Even as recently as 2005, About.com and its business model were highly valued: the venerable New York Times bought the company for $410 million that year, betting that a general-interest information site would never go out of style. In 2012, the Times sold it to IAC---the company that owns Match.com, Tinder, and the Daily Beast, to name just a few---for $300 million.

"When I got there, the site was so ugly and it was so difficult to use. I thought, 'Why are we even in business?'" says CEO Neil Vogel, who IAC tapped to run the site in 2013.

The reason was because a lot of people still used it. Back in March 2014, About.com was still the 16th most-visited site on the internet, according to Comscore. About.com wasn't necessarily entertainment or news, but rather it trafficked in educational content, or what Vogel calls "learn something, do something" stuff. That's not the kind of thing you browse. You go to an About.com (or you did) to answer a very specific question. The one WIRED employee who remembers why he visited the site often used to go to get answers about physics and geography. It was a popular site for answering coding language questions. You don't stumble on that kind of thing. You seek it.

This is why About.com thrived for so long; its legacy dated back so far, its pages ranked high in search results, and this toehold served it well long after Google search changed the internet forever. But in the late aughts, when the web started to change and user behavior shifted more toward social and mobile, About.com didn't keep up. Under the Times, About.com did not have social share buttons---those icons that sit near the top of articles and encourage you to share it with your social networks. Neither was it optimized to look good on a smartphone screen. When IAC finally invested in making those changes, it was playing catch-up in a game others had stopped playing. Vogel cleaned up the tech and optimized the site, and it didn't change anything.

"About.com had good search-engine traffic back in the day, but then it got worse and worse," Vogel says. "We confused Google, because you just can’t be an expert in diabetes and how to stain a floor." Same thing for Facebook and Pinterest and all the sites that now bring information to readers: the algorithms, as far as Vogel could tell, didn't value the generalism of About.com.

"We had this brand everybody knew. If you asked people if they'd heard of About.com, 100 percent said yes, but if you asked where do you go for health advice? Nobody said About.com," Vogel says.

Now, About DotDash Dot Com

After Vogel spent two years at the helm, About.com was still big and still profitable---but not growing. And he had to tell his bosses at IAC. "Guys, everything we’ve done was wrong," he says he told them. The right thing to do, he told them, was to break the site into smaller bits, cut out the old content that wasn't good, curate the best of it, and present it in separate verticals. Verywell, launched last year, took about half of About.com's existing health articles with it, after being edited and updated.

"And then we put it out in the world, with the hopes that humans would respond and, more importantly, that algorithms would respond," Vogel says. At least for that vertical it seems to be working. Vogel says About.com's health content was getting about 12 million uniques a month before Verywell launched; Verywell got 17 million last month.
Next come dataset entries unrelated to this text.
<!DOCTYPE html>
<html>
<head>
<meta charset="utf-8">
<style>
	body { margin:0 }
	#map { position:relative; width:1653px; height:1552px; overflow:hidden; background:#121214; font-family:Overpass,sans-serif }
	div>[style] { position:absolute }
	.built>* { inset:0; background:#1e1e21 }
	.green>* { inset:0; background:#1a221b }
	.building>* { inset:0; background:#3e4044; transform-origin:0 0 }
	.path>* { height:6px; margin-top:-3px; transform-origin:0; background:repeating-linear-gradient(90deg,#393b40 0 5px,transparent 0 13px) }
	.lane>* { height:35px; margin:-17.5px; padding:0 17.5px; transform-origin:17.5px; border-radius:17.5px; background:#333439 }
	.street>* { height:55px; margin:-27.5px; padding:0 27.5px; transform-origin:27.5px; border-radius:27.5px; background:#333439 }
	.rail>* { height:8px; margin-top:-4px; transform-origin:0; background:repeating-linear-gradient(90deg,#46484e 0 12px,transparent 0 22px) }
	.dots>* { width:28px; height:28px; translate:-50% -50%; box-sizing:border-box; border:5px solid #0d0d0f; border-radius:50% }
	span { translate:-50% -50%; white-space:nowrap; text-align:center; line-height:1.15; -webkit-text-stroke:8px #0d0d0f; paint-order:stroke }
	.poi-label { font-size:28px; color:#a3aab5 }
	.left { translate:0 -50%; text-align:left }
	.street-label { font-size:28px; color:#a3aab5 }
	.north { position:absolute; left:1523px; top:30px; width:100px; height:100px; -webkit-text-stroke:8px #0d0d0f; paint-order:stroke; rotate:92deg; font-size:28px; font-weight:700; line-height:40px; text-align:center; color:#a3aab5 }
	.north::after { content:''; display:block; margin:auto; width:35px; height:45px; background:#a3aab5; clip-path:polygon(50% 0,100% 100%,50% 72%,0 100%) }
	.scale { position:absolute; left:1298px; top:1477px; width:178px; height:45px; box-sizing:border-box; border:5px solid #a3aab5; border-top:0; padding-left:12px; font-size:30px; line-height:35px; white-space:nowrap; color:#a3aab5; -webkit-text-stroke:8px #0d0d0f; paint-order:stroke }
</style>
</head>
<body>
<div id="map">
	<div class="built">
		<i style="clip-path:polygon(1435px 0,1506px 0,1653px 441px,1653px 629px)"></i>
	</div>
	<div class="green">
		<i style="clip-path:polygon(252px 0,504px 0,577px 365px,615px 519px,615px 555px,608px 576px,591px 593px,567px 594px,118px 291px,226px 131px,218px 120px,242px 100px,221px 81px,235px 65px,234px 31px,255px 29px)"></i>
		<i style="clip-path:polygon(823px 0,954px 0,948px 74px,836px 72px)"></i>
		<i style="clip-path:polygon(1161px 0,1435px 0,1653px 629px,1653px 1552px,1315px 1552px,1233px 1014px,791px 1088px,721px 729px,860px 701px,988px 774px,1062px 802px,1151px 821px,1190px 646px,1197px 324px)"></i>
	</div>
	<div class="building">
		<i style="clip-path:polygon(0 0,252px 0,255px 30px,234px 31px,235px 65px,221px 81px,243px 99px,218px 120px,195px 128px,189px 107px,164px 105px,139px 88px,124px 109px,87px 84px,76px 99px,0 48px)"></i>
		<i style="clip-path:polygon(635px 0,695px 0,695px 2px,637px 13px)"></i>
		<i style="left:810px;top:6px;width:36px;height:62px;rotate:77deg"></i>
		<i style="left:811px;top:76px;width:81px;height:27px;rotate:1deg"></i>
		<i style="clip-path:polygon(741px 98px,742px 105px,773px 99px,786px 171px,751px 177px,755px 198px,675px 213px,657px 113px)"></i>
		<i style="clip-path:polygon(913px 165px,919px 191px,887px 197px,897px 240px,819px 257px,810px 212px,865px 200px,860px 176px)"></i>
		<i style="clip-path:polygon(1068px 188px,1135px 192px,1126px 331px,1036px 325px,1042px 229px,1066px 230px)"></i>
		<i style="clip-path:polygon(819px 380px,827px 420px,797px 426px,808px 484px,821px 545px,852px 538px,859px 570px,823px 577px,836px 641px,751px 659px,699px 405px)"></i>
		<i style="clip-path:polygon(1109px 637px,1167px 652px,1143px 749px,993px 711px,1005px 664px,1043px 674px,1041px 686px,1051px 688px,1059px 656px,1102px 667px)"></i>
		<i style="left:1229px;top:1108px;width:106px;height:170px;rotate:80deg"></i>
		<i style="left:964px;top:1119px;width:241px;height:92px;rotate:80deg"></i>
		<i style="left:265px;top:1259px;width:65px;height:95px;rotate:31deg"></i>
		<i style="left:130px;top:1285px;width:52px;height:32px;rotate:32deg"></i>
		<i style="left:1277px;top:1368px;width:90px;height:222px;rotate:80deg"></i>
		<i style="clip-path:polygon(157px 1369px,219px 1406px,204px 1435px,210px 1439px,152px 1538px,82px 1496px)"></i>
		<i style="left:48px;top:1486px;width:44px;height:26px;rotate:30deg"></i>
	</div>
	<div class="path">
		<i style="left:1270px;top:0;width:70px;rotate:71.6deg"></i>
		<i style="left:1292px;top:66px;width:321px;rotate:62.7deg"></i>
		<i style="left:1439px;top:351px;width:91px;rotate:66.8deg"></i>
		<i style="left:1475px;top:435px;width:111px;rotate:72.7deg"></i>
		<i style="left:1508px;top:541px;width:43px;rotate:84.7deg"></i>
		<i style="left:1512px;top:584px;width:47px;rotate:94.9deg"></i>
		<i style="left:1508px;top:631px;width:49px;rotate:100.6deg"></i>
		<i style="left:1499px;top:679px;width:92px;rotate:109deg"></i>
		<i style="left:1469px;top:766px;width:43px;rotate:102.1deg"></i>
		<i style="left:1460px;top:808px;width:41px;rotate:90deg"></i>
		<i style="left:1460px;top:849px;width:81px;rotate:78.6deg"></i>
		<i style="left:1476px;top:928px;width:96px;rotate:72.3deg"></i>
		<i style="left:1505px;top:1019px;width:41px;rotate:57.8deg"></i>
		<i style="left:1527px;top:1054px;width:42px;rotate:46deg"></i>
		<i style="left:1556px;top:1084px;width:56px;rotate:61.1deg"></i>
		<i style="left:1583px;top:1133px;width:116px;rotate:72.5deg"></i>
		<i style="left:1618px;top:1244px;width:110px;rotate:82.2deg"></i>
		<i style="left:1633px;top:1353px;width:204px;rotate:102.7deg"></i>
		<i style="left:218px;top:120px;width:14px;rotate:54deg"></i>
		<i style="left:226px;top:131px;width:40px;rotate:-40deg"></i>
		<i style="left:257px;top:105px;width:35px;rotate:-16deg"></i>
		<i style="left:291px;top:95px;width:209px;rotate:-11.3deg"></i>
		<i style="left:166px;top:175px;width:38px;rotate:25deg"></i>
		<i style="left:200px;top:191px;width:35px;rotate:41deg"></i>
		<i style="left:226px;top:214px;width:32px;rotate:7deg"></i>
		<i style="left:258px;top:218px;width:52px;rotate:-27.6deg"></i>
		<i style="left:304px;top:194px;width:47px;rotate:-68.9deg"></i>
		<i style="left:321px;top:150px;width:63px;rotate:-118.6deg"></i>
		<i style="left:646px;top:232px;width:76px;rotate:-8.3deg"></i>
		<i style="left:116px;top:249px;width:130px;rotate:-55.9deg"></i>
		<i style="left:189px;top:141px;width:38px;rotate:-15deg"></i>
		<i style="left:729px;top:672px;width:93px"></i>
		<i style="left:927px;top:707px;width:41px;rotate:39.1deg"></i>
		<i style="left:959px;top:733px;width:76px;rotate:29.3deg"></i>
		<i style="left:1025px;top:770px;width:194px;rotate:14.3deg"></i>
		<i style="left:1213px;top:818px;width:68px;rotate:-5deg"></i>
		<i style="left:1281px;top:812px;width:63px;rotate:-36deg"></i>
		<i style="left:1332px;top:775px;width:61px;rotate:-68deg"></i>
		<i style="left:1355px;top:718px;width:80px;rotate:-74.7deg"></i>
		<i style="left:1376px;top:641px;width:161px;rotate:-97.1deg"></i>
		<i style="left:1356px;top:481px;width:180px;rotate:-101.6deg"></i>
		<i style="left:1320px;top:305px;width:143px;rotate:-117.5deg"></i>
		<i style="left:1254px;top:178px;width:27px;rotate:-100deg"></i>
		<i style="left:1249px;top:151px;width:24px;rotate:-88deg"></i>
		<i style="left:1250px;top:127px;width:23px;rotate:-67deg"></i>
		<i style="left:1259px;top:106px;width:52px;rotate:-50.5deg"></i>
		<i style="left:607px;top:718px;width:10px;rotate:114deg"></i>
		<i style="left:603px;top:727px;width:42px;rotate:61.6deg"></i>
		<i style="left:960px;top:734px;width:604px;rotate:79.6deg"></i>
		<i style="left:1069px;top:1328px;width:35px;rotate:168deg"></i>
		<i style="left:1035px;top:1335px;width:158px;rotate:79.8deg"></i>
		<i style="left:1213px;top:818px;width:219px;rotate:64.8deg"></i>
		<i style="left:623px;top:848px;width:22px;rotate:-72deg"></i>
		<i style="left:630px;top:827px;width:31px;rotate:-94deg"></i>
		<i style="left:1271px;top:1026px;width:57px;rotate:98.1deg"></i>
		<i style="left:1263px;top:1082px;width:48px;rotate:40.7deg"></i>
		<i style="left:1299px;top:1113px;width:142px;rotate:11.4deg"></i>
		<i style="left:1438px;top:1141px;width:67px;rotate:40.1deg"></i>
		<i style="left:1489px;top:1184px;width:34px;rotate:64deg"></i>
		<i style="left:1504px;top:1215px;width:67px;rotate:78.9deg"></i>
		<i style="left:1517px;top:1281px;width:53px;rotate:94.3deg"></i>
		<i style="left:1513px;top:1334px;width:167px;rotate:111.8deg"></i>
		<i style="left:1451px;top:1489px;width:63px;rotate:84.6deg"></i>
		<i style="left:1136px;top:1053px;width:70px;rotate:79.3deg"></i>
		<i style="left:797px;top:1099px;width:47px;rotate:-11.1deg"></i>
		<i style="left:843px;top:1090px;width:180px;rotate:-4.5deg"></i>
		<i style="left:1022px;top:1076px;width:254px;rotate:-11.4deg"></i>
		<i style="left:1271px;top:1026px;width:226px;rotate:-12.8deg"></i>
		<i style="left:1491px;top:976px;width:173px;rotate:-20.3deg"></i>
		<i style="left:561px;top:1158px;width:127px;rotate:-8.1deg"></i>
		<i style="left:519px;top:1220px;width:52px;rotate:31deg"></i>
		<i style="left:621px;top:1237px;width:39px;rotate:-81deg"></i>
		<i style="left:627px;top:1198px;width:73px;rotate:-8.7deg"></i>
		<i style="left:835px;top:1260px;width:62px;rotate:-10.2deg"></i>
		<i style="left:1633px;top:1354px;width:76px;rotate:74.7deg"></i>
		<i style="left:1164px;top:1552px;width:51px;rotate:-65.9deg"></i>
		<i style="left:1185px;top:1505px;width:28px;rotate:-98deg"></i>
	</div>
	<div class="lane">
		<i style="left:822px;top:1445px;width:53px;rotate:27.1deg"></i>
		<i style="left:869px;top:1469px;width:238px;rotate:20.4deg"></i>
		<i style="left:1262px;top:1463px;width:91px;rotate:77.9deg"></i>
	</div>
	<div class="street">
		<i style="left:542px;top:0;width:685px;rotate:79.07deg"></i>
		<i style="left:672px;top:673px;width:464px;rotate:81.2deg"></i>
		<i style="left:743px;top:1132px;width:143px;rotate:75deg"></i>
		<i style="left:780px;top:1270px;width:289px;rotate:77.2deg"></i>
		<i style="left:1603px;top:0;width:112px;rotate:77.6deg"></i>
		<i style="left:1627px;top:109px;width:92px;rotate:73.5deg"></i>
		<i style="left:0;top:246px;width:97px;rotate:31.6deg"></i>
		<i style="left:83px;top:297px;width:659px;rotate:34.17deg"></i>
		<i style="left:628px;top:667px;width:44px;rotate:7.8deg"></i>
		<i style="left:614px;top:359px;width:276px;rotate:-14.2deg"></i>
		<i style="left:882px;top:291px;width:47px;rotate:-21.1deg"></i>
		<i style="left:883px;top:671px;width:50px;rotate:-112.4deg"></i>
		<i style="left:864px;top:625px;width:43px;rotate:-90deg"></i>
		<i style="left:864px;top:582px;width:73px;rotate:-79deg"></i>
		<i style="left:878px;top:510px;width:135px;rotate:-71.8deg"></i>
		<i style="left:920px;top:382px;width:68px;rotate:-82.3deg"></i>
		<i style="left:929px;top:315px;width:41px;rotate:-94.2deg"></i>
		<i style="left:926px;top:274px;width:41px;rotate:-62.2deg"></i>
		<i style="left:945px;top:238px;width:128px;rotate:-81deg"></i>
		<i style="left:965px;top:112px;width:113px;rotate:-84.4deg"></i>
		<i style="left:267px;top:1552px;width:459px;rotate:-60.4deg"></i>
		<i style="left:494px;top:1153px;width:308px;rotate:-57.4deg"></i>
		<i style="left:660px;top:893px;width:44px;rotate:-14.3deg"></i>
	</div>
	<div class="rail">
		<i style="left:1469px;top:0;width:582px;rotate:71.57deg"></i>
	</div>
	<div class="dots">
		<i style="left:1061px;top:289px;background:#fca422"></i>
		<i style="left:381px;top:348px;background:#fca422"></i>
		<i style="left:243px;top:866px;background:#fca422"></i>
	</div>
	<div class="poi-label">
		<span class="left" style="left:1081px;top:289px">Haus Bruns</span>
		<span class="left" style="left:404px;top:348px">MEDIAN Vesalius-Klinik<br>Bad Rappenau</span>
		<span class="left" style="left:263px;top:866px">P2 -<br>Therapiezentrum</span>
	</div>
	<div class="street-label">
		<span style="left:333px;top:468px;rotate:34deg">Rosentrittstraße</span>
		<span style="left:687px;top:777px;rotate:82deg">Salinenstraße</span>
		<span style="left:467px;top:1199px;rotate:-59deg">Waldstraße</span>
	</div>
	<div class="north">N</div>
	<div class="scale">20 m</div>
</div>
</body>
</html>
So the name change to DotDash is not just a last-gasp attempt at rebranding, like when Radioshack became just The Shack a few years before it sputtered out of existence. This is more like Tribune Media becoming Tronc; an actual substantial change in the business structure encapsulated by a weird new name.

"We want to turn Yahoo into Condé Nast," is how Vogel explains the change. (It's the line he used on IAC execs when he first pitched it in 2015.) What it means is that About.com, like Yahoo, was a big portal site---like AOL and MSM were too; the behemoths that worked at the start of the internet era and which are now slowly dying in this world.

It very well may not work. Vogel himself gives it a 25 percent chance of failure. But what isn't in doubt is that yesterday, a site you may never have realized you visited quietly died, and with it one last vestige of the old web.